© JUNGE FREIHEIT Verlag GmbH & Co. KG www.jungefreiheit.de 19/22 / 06. Mai 2022

Dorn im Auge
Christian Dorn

Wenn die Maus satt ist, schmeckt das Mehl bitter. Das gilt auch für den neu definierten Delinquenten im Corona-Maßnahmestaat, der in die Quarantäne verbannt ist: Jedes Bier, selbst das „Becks“, hinterläßt auf der Zunge einen befremdlichen Geschmack – als wäre alles hinter Glas. Zufällig treffe ich auf dem Weg in die Isolation meinen Nachbarn G., ohne den der Welthit „Am Fenster“ von City nie Wirklichkeit geworden wäre. Nach längerer Abwesenheit hat er seine Bleibe, sein „Munitionsdepot“ – so die scherzhafte Formulierung, anspielend auf einen russischen Sprachgebrauch – wieder bezogen und berichtet mir von einer Begebenheit viele Jahre zuvor in „Leningrad“ mit einem T-Shirt, das Putin auf einem russischen Bären reitend zeigte, mit einer Sonnenbrille im Gesicht und einem Sniper-Gewehr in der Hand. Während ich noch auf die Pointe warte, betritt den Hof die Tochter der ukrainischen Flüchtlingsfamilie mit den bezaubernd strahlenden Augen. Da sich beide sofort auf russisch verständigen, verabschiede ich mich – und fürchte: Es gibt wahrscheinlich gar keine Pointe zu dem Putin-T-Shirt.

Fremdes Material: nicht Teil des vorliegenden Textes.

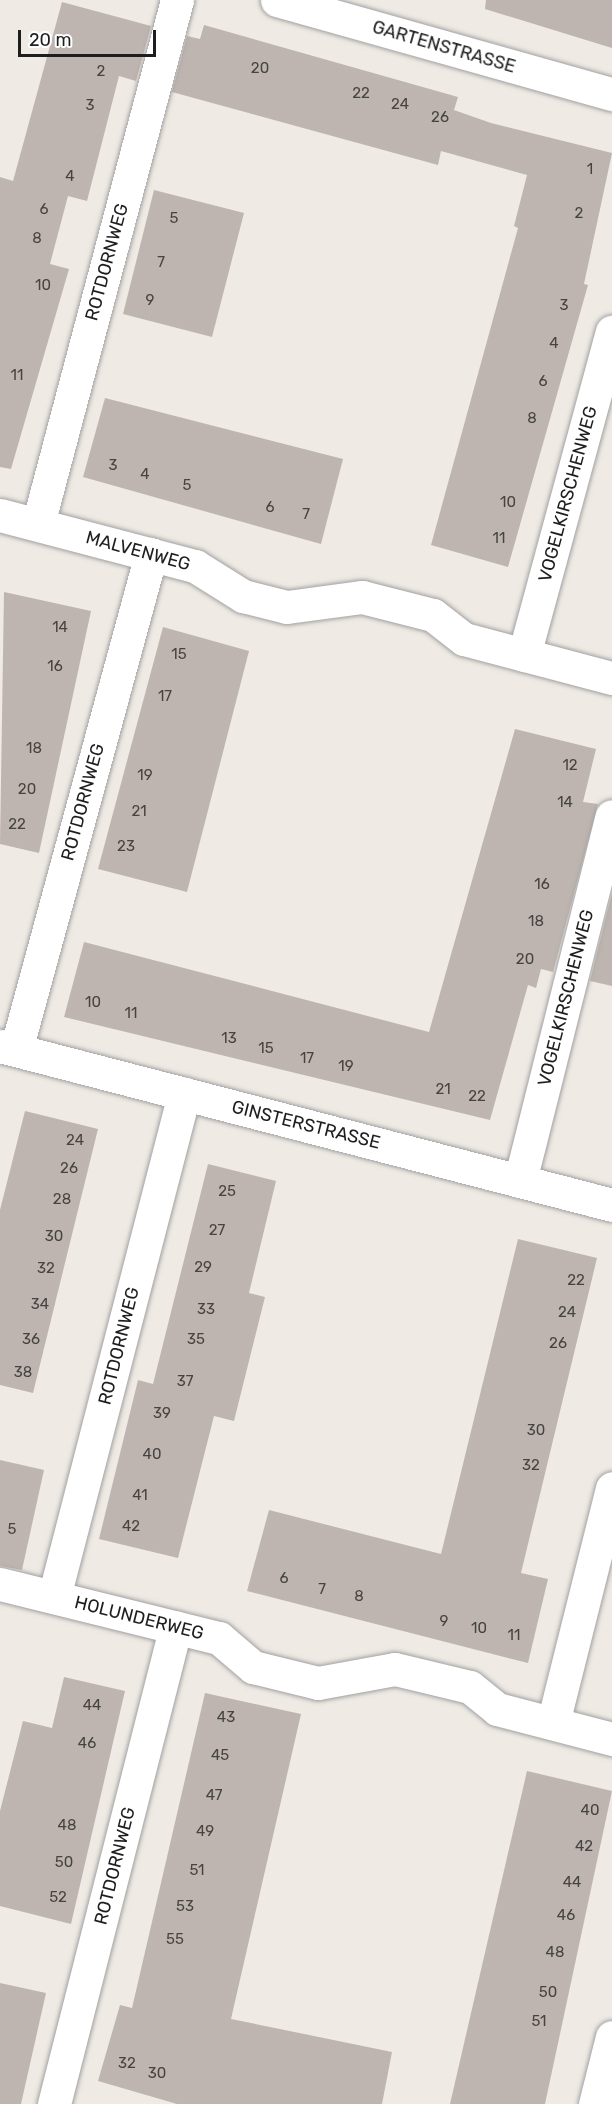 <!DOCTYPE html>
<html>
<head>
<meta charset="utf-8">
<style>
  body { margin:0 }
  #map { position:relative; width:612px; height:2104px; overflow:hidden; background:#efeae4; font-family:Rubik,sans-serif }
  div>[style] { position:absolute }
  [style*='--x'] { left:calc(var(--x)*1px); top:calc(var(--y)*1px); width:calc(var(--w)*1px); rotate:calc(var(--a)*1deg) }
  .building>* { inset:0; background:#bfb5b0 }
  .roads { filter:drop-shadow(0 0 2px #a2a2a2) drop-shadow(0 0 2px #a2a2a2) }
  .street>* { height:33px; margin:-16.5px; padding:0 16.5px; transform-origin:16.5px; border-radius:16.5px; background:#fff }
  span { translate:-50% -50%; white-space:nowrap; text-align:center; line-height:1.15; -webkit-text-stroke:6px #fff; paint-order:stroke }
  .number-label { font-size:15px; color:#464442 }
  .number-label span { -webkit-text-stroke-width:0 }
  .street-label { font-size:18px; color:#1e1e1e }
  .scale { position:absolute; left:18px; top:30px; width:138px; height:27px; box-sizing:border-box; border:3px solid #1e1e1e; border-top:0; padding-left:8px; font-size:18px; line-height:21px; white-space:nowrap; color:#1e1e1e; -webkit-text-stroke:4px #fff; paint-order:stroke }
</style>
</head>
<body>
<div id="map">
  <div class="building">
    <i style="clip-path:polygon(486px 0,612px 0,612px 48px,485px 9px)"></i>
    <i style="clip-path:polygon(62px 2px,151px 26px,136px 81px,119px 76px,87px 201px,68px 196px,50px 264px,69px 269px,11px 469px,0 467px,0 177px,13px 181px)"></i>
    <i style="clip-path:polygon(204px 25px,458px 97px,454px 110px,491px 123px,612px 153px,584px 284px,588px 285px,508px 567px,431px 545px,518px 228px,514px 226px,527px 175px,441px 151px,438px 165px,172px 92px,187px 36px,200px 39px)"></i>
    <i style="clip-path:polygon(154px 190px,244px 213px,212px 337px,123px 314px)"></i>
    <i style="clip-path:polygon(105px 398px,343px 459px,321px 544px,83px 477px)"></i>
    <i style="clip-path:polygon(4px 592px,91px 611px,39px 853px,0 844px)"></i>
    <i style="clip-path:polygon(163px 627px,249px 651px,187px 892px,98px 869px)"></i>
    <i style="clip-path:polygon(515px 729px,596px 749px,583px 802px,598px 804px,553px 972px,541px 969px,536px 988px,528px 985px,490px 1120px,64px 1017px,84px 942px,429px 1032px)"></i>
    <i style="clip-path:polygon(612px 893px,612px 986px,590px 981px)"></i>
    <i style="clip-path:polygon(25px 1111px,98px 1129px,33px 1393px,0 1385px,0 1210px)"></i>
    <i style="clip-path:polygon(208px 1164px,276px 1181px,249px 1293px,265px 1297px,234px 1421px,214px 1416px,178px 1558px,99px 1539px,138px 1380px,153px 1384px)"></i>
    <i style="clip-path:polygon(518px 1239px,597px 1258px,521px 1573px,548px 1579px,528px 1663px,247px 1591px,269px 1510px,441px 1554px)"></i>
    <i style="clip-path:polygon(0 1460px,44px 1470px,22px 1570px,0 1566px)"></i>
    <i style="clip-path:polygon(64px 1677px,125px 1691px,71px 1924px,0 1906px,0 1811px,23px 1721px,52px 1728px)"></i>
    <i style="clip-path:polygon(205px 1693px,301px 1714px,231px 2019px,392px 2052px,382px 2104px,177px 2104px,98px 2081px,120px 2005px,132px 2008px)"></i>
    <i style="clip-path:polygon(527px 1771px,612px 1791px,545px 2104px,450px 2104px)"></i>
    <i style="clip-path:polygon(0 1983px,46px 1993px,21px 2104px,0 2104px)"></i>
  </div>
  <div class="roads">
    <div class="street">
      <i style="--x:277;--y:0;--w:348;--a:15.7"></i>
      <i style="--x:0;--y:515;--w:202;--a:14.7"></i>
      <i style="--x:195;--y:566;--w:57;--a:32"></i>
      <i style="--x:243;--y:596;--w:45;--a:14"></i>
      <i style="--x:287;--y:607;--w:76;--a:-7.6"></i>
      <i style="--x:362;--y:597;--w:73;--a:14.2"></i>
      <i style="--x:433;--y:615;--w:39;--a:38"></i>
      <i style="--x:464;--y:639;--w:153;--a:14.8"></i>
      <i style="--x:38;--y:524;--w:542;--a:-75.14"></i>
      <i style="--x:524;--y:655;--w:335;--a:-74.8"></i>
      <i style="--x:0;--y:1046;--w:632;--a:14.56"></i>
      <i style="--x:16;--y:1050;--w:514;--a:-74.77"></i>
      <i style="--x:520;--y:1181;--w:376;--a:-75.9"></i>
      <i style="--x:0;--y:1584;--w:226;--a:13.9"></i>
      <i style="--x:219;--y:1638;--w:45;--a:40.5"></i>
      <i style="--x:253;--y:1667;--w:67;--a:13.8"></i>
      <i style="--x:318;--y:1683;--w:78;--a:-10.3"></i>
      <i style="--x:395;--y:1669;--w:77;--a:13.5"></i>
      <i style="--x:470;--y:1687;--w:35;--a:39"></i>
      <i style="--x:497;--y:1709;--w:119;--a:14.6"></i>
      <i style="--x:54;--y:1597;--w:520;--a:-75.51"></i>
      <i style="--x:553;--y:1723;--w:242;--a:-75.9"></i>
      <i style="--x:54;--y:2104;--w:492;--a:-75.7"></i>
      <i style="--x:595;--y:2104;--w:69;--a:-75.8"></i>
    </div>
  </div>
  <div class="number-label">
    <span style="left:260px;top:69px">20</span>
    <span style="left:101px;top:72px">2</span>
    <span style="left:361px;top:94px">22</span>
    <span style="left:400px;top:105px">24</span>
    <span style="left:90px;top:106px">3</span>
    <span style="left:440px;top:118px">26</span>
    <span style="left:590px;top:170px">1</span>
    <span style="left:70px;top:177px">4</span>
    <span style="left:44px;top:210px">6</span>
    <span style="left:579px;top:214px">2</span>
    <span style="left:174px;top:219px">5</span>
    <span style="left:37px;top:239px">8</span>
    <span style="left:161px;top:263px">7</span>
    <span style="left:43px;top:286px">10</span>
    <span style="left:150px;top:301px">9</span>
    <span style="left:564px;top:306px">3</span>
    <span style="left:554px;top:344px">4</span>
    <span style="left:17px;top:376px">11</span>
    <span style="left:543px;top:382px">6</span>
    <span style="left:532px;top:419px">8</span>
    <span style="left:113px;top:466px">3</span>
    <span style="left:145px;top:475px">4</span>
    <span style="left:187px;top:486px">5</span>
    <span style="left:508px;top:503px">10</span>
    <span style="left:270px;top:508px">6</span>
    <span style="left:306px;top:515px">7</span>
    <span style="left:499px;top:539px">11</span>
    <span style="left:60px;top:628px">14</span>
    <span style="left:179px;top:655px">15</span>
    <span style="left:55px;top:667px">16</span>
    <span style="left:165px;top:697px">17</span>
    <span style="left:34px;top:749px">18</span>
    <span style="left:570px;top:766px">12</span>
    <span style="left:145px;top:776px">19</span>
    <span style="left:27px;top:790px">20</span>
    <span style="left:565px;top:803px">14</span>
    <span style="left:139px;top:812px">21</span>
    <span style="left:17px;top:825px">22</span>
    <span style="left:126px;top:847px">23</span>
    <span style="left:542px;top:885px">16</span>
    <span style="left:536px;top:922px">18</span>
    <span style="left:525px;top:960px">20</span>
    <span style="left:93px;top:1003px">10</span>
    <span style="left:131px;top:1014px">11</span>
    <span style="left:229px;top:1039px">13</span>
    <span style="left:266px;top:1049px">15</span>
    <span style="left:307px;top:1059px">17</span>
    <span style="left:346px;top:1067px">19</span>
    <span style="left:443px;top:1090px">21</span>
    <span style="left:477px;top:1097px">22</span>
    <span style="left:75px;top:1141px">24</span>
    <span style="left:69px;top:1169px">26</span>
    <span style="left:227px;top:1192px">25</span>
    <span style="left:62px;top:1200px">28</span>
    <span style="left:217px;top:1231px">27</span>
    <span style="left:54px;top:1237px">30</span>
    <span style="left:203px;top:1268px">29</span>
    <span style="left:46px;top:1269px">32</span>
    <span style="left:576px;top:1281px">22</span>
    <span style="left:40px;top:1305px">34</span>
    <span style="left:206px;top:1310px">33</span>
    <span style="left:567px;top:1313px">24</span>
    <span style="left:31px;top:1340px">36</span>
    <span style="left:196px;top:1340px">35</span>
    <span style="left:558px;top:1344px">26</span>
    <span style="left:23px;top:1373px">38</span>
    <span style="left:185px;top:1382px">37</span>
    <span style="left:162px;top:1414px">39</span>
    <span style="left:536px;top:1431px">30</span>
    <span style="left:152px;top:1455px">40</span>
    <span style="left:531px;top:1466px">32</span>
    <span style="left:140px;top:1496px">41</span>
    <span style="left:131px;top:1527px">42</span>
    <span style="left:12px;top:1530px">5</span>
    <span style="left:284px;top:1579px">6</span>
    <span style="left:322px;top:1590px">7</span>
    <span style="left:359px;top:1597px">8</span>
    <span style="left:444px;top:1622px">9</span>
    <span style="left:479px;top:1629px">10</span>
    <span style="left:514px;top:1636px">11</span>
    <span style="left:92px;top:1706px">44</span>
    <span style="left:226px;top:1718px">43</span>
    <span style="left:87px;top:1744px">46</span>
    <span style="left:220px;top:1756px">45</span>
    <span style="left:214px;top:1796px">47</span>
    <span style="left:590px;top:1811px">40</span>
    <span style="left:67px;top:1826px">48</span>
    <span style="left:205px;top:1832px">49</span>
    <span style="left:584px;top:1847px">42</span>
    <span style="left:64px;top:1863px">50</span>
    <span style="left:197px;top:1871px">51</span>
    <span style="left:572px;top:1883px">44</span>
    <span style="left:58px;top:1898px">52</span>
    <span style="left:185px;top:1907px">53</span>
    <span style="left:566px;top:1916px">46</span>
    <span style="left:175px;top:1940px">55</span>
    <span style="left:555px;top:1953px">48</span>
    <span style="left:548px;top:1993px">50</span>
    <span style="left:539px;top:2022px">51</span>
    <span style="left:127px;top:2064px">32</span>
    <span style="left:157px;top:2074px">30</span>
  </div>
  <div class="street-label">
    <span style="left:444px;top:47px;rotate:16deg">GARTENSTRASSE</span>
    <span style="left:107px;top:262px;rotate:-75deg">ROTDORNWEG</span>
    <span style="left:568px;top:494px;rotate:-75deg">VOGELKIRSCHENWEG</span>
    <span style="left:138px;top:551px;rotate:15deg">MALVENWEG</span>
    <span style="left:83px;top:802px;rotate:-75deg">ROTDORNWEG</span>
    <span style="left:566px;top:998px;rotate:-76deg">VOGELKIRSCHENWEG</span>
    <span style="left:306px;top:1125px;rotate:14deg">GINSTERSTRASSE</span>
    <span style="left:119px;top:1346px;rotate:-76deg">ROTDORNWEG</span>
    <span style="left:139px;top:1618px;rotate:14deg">HOLUNDERWEG</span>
    <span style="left:115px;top:1866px;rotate:-76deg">ROTDORNWEG</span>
  </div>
  <div class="scale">20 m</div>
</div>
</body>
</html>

Ruhelos wandert der Blick über die Rücken zahlloser Buchtitel, die noch ungelesen herumstehen.

Furcht auch beim unvermeidlichen Moment außer Haus: Jede visuelle Begegnung hinterläßt das Gefühl, als stünde mir die Infektion wie ein Kainsmal ins Gesicht geschrieben. Im Sozialismus galt das Wort als Waffe, jetzt ist es der Mensch, der mit einem bloßen Atemzug den anderen mittelbar ins Jenseits befördern kann. In der Apotheke heißt mich die Mitarbeiterin plötzlich stehenzubleiben, sie müsse ein Formular für den Datenschutz holen – mich beschleicht das Gefühl, als sei heimlich ein Alarmknopf gedrückt worden, auf daß ich sogleich von einer Handvoll Sicherheitsleute verhaftet werde. Während die Mitarbeiterin noch im hinteren Bereich unterwegs ist, überlege ich, ob es nicht ein negativer Wachtraum ist – und ich mir gleich Vorwürfe machen werde, weil ich nicht sofort aus der Apotheke geflohen bin.

Zum Glück ist es nur Kopfkino. Wie gut, daß auch im Lockdown die Gedanken frei sind – doch damit ist es nicht weit her. Gefangen in den eigenen vier Wänden, wandert der Blick ruhelos über die Rücken zahlloser Buchtitel, die noch ungelesen herumstehen – senkrecht, ja steif, als frierten auch sie bereits für die Freiheit. Dabei bringt kein Satz das Ende von 1989 besser auf den Punkt als Christoph Dieckmanns Fazit: „Die Zeit stand still, die Lebensuhren liefen.“ Gerade hat der Schriftsteller Bernd Wagner, der 1985 nach West-Berlin ausreiste, sein fulminantes Buch „Verlassene Werke“ (Faber & Faber) veröffentlicht, das zahllose Notate von 1976 bis Heiligabend 1989 versammelt. Beim Aufblättern stoße ich auf den Satz: „In der Sprachlosigkeit dieser Gesellschaft wird das Lesen wichtiger als je zuvor.“ Und weiter vorn, aus dem Jahr 1977: „Jedes Mal, wenn ich Christa Wolf getroffen habe, fühle ich mich um hundert Jahre gealtert.“ Beim „Hofgang“ stoße ich auf den Nachbarn, dessen jüngste Ausstellung „Fake“ jetzt im Deutschen Hygiene- Museum Dresden eröffnet wird (14. Mai bis 5. März 2023).